O HOMEM MORTO NA CALÇADA
Foge, meu amigo,
para tua solidão.
Friedrich Nietzsche
E
u estaria melhor não fosse essa pequena úlcera, esse princípio de stress, essa amigdalitezinha, essa distensão no esternocleidomastódeo, essa cefaléia intermitente, essa hipertensãozinha de nada e mais alguns probleminhas bobos. O médico louco insiste em classificar como neurose urbana incipiente. Mas, também essa cidade não muda mesmo. Esse clima seco e esses contrastes sociais matam qualquer um. Quando paro para olhar o povo, não paro de pensar: de onde sai tanta gente? Como aquela passarela do suporta tanto peso?
O vai-e-vem das pessoas pode ser comparado a um formigueiro nessa época em que as folhas caem; e que driblam-se com uma agilidade futebolística para não se tocarem. Parecem hipnotizados por alguma força sobrenatural. Dificilmente dirigem o olhar para os mendigos de mãos estendidas pelo calçamento, não lêem cartazes, nem grafites em muros.
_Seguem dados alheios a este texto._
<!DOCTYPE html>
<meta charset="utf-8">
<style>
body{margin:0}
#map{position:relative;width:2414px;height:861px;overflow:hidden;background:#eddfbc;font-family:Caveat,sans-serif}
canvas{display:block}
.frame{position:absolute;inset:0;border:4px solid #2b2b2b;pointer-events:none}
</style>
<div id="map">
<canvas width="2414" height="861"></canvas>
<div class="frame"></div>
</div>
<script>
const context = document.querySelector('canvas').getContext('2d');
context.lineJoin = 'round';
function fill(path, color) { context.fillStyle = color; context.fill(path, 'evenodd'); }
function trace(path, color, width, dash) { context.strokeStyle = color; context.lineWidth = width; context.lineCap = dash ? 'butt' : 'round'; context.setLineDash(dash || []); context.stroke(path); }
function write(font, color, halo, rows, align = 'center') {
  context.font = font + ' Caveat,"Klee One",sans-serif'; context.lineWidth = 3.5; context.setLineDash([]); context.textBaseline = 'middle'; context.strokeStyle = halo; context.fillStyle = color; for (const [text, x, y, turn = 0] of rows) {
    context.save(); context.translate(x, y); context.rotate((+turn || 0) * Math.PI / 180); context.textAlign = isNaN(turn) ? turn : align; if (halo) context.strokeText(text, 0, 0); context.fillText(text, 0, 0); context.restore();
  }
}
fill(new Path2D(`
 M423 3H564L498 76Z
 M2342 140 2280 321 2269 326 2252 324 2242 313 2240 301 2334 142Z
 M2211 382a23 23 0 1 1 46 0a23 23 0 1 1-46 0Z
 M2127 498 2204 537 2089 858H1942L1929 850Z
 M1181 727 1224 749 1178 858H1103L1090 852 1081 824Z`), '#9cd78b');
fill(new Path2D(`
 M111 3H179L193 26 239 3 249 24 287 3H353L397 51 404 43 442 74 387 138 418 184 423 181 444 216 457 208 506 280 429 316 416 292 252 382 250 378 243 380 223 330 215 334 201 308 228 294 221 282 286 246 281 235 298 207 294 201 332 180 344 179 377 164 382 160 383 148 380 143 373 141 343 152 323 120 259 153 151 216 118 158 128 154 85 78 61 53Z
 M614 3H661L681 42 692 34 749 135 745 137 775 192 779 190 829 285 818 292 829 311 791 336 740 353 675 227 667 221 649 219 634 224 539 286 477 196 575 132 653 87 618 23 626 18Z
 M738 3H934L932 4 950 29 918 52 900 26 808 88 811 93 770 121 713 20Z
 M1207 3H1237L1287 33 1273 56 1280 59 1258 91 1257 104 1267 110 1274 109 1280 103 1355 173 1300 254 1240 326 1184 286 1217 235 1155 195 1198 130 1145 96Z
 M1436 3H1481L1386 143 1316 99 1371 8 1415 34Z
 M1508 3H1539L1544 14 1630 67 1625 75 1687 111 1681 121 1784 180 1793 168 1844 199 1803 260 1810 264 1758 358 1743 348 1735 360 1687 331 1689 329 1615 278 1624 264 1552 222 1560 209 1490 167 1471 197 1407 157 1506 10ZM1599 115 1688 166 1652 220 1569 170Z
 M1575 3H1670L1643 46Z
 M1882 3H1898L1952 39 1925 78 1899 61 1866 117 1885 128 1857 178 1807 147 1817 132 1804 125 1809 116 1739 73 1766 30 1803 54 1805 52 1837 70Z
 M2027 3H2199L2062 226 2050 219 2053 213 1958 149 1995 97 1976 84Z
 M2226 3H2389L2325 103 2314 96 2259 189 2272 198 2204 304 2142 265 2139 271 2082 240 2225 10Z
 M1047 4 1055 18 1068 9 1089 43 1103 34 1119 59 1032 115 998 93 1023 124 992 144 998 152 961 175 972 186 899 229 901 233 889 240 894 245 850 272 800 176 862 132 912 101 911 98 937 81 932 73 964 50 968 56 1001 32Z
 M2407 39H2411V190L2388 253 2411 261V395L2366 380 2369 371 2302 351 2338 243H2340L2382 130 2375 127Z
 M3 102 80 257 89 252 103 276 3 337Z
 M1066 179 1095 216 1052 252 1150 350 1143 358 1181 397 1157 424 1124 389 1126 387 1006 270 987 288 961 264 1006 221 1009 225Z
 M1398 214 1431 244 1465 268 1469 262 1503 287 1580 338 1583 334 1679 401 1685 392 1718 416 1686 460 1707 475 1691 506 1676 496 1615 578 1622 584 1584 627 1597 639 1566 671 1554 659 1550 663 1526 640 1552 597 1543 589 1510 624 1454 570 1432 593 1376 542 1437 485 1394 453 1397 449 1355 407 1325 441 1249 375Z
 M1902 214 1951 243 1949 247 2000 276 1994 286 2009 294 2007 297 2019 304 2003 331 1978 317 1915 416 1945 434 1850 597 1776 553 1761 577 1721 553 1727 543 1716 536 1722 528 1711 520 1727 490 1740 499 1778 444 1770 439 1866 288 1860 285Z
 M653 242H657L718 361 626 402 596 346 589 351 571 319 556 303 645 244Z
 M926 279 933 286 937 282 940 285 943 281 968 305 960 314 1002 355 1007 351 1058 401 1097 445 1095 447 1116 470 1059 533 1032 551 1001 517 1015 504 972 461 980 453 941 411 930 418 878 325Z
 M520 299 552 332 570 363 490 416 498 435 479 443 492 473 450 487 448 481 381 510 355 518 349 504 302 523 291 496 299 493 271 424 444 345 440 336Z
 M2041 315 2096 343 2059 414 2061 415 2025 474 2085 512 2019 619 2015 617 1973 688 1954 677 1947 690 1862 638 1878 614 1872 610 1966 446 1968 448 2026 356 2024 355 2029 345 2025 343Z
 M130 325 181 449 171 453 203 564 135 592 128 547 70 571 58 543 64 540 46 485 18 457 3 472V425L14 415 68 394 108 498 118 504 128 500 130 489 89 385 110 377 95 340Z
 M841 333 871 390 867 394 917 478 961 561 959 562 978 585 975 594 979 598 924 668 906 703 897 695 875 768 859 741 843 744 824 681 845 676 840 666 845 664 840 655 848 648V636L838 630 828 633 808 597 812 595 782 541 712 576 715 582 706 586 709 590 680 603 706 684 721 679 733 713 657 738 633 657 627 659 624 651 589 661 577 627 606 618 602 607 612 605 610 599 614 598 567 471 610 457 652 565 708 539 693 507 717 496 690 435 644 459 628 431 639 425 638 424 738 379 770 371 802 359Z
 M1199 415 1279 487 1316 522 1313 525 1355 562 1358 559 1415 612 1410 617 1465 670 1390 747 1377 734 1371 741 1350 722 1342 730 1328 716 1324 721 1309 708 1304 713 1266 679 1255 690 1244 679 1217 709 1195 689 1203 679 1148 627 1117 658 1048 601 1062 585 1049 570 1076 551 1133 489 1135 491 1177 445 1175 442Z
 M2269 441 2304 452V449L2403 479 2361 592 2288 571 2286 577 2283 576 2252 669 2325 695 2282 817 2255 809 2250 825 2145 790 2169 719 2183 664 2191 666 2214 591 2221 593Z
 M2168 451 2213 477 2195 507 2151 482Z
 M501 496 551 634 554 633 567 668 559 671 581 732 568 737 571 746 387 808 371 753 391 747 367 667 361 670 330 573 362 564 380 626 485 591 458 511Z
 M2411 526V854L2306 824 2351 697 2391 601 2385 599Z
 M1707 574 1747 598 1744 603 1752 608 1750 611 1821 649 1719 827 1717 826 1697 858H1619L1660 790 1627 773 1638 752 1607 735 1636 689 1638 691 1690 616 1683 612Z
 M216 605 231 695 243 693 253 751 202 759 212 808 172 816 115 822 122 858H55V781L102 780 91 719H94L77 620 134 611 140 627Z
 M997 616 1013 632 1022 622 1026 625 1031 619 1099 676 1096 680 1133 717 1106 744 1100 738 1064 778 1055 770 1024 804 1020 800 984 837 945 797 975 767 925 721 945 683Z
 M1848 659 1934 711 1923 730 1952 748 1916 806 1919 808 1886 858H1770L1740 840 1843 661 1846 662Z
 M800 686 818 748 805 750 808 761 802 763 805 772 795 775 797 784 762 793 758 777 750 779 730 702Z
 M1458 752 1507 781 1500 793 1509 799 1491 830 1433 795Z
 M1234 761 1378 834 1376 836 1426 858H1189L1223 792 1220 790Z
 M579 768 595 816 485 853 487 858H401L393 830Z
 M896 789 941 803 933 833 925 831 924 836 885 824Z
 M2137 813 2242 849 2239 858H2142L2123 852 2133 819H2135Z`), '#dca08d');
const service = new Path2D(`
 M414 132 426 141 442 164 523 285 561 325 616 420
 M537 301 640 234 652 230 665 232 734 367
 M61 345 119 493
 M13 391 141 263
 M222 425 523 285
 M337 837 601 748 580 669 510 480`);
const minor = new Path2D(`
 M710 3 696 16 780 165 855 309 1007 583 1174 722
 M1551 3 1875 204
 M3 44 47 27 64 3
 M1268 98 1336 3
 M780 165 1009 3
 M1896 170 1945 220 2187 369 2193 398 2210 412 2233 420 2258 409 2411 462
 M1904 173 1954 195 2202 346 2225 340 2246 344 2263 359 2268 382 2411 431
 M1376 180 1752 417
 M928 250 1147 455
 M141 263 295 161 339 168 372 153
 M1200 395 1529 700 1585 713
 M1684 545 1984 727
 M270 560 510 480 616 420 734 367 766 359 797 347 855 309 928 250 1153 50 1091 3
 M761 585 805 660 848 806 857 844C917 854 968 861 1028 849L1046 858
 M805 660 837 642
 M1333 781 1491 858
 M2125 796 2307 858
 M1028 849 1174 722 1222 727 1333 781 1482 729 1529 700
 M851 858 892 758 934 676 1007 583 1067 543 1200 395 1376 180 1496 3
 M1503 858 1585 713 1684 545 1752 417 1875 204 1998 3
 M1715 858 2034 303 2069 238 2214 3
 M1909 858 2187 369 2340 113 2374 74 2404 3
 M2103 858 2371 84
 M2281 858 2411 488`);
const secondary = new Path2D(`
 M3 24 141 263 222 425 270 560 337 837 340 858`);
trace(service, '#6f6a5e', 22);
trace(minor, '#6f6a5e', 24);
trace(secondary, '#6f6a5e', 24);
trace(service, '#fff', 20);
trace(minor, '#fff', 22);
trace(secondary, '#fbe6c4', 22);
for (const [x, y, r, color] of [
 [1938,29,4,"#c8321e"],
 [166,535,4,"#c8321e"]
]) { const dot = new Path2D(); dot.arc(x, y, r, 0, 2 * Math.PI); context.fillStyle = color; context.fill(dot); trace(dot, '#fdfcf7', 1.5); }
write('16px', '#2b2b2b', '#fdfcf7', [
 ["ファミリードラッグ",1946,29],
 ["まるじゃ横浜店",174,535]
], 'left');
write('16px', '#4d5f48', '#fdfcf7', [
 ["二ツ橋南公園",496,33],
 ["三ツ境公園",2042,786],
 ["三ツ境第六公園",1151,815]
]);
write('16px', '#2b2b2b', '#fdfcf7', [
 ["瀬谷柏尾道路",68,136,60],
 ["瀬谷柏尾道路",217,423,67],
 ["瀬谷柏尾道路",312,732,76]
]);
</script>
Quando muito, defrontam-se à alguma vitrine. A lua tímida, mas um imenso globo amarelo, desponta por trás de nuvens esparsas. Essa turba louca nem vê a lua linda. Parece, cada um, preocupado em chegar primeiro à algum lugar.
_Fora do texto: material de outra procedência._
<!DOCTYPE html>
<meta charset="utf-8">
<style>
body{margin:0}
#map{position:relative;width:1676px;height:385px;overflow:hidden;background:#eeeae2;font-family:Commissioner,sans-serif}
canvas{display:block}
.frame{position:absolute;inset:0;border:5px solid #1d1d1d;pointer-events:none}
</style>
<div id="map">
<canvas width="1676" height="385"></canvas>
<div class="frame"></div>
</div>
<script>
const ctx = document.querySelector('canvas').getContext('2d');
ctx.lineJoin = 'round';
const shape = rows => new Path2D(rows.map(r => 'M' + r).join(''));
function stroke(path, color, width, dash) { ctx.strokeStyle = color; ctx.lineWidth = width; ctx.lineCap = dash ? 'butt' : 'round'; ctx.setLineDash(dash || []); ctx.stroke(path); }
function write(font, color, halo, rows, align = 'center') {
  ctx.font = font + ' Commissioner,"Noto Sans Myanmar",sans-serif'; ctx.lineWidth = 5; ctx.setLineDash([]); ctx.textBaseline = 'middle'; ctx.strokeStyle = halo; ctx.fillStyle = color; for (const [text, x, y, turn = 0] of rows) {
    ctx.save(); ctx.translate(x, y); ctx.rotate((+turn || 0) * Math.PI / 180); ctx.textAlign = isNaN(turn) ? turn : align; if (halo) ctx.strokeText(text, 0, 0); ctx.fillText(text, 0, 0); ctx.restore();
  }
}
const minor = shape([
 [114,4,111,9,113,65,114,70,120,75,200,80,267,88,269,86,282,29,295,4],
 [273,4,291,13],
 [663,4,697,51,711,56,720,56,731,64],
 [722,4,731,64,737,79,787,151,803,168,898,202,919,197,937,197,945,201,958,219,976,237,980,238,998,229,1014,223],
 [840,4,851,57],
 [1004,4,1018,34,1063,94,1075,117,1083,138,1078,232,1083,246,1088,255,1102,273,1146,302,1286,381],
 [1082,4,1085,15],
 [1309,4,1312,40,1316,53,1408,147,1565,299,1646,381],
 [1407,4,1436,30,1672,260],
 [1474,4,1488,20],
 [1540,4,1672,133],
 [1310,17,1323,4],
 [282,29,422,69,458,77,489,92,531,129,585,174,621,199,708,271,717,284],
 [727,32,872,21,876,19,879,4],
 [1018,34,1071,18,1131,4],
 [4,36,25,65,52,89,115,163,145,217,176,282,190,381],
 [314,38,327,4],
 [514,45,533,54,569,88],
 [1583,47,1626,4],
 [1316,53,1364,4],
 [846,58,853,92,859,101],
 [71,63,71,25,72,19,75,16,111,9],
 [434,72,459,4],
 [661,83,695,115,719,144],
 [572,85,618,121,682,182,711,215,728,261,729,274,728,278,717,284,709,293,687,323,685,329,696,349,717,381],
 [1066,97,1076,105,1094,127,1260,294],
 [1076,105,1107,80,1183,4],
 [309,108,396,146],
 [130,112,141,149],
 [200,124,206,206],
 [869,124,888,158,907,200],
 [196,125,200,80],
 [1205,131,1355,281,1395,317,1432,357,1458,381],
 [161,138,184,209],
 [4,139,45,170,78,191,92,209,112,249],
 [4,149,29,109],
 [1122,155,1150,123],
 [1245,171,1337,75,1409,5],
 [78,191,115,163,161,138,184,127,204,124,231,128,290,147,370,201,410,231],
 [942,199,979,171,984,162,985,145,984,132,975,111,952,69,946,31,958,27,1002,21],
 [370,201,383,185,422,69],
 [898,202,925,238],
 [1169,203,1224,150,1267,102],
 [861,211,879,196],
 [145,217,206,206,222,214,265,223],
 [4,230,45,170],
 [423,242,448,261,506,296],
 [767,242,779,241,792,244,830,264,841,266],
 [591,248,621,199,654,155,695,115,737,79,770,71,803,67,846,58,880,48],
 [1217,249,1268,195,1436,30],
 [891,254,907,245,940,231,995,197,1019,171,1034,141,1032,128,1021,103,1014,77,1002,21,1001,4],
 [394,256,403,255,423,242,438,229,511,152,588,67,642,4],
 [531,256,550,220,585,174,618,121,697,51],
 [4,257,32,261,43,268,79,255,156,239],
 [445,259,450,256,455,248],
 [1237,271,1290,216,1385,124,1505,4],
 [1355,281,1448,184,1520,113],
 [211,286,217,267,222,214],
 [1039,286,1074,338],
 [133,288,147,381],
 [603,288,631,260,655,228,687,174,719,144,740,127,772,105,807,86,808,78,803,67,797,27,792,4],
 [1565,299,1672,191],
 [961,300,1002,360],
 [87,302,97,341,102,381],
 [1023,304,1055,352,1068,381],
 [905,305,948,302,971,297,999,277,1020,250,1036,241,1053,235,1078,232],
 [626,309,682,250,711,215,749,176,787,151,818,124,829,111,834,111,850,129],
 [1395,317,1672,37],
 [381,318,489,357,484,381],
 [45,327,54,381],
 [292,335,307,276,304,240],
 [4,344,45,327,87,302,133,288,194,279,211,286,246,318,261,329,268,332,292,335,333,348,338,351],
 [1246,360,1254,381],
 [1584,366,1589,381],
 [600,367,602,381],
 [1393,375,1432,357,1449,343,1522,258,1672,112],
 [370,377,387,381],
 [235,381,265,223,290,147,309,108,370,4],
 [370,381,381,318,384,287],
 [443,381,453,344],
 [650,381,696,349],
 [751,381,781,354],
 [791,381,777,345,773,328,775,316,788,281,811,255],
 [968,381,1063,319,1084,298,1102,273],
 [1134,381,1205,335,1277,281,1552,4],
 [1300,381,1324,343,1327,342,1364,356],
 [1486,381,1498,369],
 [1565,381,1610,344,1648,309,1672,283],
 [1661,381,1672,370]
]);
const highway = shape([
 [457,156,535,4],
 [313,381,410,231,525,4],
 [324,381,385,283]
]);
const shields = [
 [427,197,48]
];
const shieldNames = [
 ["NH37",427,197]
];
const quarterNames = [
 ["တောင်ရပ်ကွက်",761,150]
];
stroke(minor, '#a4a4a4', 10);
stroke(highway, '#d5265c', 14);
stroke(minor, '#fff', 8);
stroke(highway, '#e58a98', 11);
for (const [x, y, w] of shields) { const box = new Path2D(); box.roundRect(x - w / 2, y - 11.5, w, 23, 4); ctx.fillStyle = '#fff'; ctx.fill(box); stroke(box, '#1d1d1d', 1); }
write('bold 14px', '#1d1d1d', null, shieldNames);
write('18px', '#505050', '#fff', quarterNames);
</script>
Uma névoa ácida cobre a cidade, sobe um gosto agridoce de sangue à boca. A lua linda... A turba louca. Choques culturais... Diferença de valores... Muita coisa separa os homens. O mundo antropofágico, devora a si mesmo e aos outros. O planeta, hoje, corre preparando o outro dia. As estradas estão aí, escancaradas. Resta-nos escolher. Devo dar razão à turba?
Há um homem morto na calçada. Homem sem objetivos. Homem sem itinerários. Homem imune. Homem imóvel. O homem descalço, morto na calçada: homem mínimo. O homem maculado maculando a calçada limpa: obstáculo na plataforma intransitável. Homem cálido, caído e morto. Homem obscuro, morto sob a lua louca. Homem indelével e irrefutável, morto na calçada. Morto. Morto. Morto.
A lua já vai dobrando a esquina. Estou pasmo como um monge budista, percorrendo a solidão dos outros.